Advantageously, the present embodiment provides displacement of the headers 16,18,20 without the use of pipeline expansion loops. As described above the combination of a multi axial swivel joint 30i and the uniaxial swivel joint 30iv work to allow the flow line 24 to be displaced along the same plane as the second substantial linear header 18 while maintaining potential pipe stresses to a minimum during expansion. One skilled in the art would recognize that a similar result may be accomplished with the use of only one swivel joint oriented for allowing displacement of the flow line 24 in the same plane as the second substantial linear header 18. As the substantially linear header 18H thermally expands T
along its longitudinal axis, the flow line 24 is pivoted about swivel joint 30iC,30iH and again at swivel joint 30ivC,30ivH. The flow line 24 is then connected to the vertically oriented offtake 25 at the second end.
In another embodiment, and as described above, a support guide system 50 may be provided for additional support for the flow lines 24 during warm up and SAGD
operations. Flow lines 24 must be able to extend between the wellhead 24 and the substantially linear headers 16,18,20. The distance between the wellhead 24 and the substantially linear headers 16,18,20 can be in a range of 7 m to 15 m in length.
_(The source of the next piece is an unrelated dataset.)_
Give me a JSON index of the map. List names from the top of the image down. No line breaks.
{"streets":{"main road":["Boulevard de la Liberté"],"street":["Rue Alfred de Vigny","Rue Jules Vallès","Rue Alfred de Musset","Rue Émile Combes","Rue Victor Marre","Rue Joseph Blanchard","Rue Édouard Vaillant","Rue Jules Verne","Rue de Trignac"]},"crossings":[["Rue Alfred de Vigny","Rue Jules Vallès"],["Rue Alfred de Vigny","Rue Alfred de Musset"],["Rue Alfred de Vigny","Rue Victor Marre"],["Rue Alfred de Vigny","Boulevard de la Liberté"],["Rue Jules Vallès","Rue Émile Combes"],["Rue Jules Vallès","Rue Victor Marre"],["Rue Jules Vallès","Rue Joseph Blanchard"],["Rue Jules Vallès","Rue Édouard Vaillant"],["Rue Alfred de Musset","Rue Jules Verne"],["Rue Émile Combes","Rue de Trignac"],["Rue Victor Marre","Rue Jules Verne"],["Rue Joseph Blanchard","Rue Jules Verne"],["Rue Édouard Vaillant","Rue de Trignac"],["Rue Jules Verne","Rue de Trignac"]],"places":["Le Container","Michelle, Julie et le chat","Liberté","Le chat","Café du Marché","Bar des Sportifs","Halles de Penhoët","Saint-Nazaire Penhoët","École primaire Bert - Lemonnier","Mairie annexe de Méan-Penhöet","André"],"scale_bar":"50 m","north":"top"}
The mass of the flow line 24 and the swivel joints 30i,30ii,30iii,30iv can create undesirable pipe stresses for the wellpad assembly 10. The support guide system 50 assists in relieving some of these additional pipe stresses. The support guide system 50 provides structural support in a substantially vertical direction, limits axial and rotation and vertical displacement of the flow line 24, yet allows displacement D of the flow line 24 in the longitudinal plane of the substantially linear header 16 (see Fig. 3). Thermal pipe stress loads are absorbed by displacement through the greater population of mechanical swivel joints; consequently expansion loads imposed on structural steel are largely negligible, and the structural steel loads are imposed primarily for pipe support.
The axial growth of the individual piping headers 16,18,20, may be as much as 0.5 m to 1 m on a very long wellpad comprising multiple wells. The disclosed embodiments integrate the necessary longitudinal thermal growth of the individual headers with the vertical growth of individual wellheads by adding the fourth mechanical swivel joint close to the edge of the wellpad pipe rack. As disclosed above all four flexible piping connections 30i,30ii,30iii,30iv work in concert to accommodate growth of the headers 16,18,20 and the wells 12,14 in different directions, independently for each well.
In the field of SAGD wellpad assemblies, vertical thermal growth of the wellhead assembly (along the axis of the wellbore proper) is typically designed on the order of -100mm to +800mm below/above an initial cold position (represented by the solid lines) of the wellhead. The embodiments provided herein, allow a similar horizontal thermal growth along the pipe rack headers serving each injection and production well of SAGD

operations (again on the order of -100 mm to +800 mm horizontally from the initial cold position) along the sides of the pipe rack module.
The present embodiments described herein comprise a system for heavy oil production having horizontal process piping headers in a SAGD wellpad with only one centrally disposed piping anchor system per header, allowing guided but unrestrained thermal piping growth axially along the line of wells drilled at the wellpad.
The system further comprises only straight runs of pipe with guides and supports and no additional anchors interposed between the centrally disposed piping anchor system and the individual wellhead connections.
As seen in Figs. 4A and 4B, in the field of SAGD wellpads, the piping configuration in the pipe rack modules can be arranged as a collection of long parallel substantially linear headers 16, 18 20, without interconnection between those headers within the physical limits of the pipe rack module itself. This arrangement may comprise specific electrical, pneumatic and other such instrumentation for metering the streams to and from the SAGD
Wells. The embodiments disclosed herein, are absent solid structural interconnection, such as structural piping, between the substantially linear headers 16,18,20 within the physical limits of the support structure 21 as each substantial linear header 16,18,20 is free to expand and contract at its own rate during operation. As such, the present embodiment may require one additional regulatory approval from a local oil and gas regulator. The arrangement of individual connections may be nominally parallel on opposing sides of the wellheads 12,14 (per the current practice) and arranged that the flow direction azimuth for each well in connection is nominally parallel to a long edge of the individual wellpad pipe racks.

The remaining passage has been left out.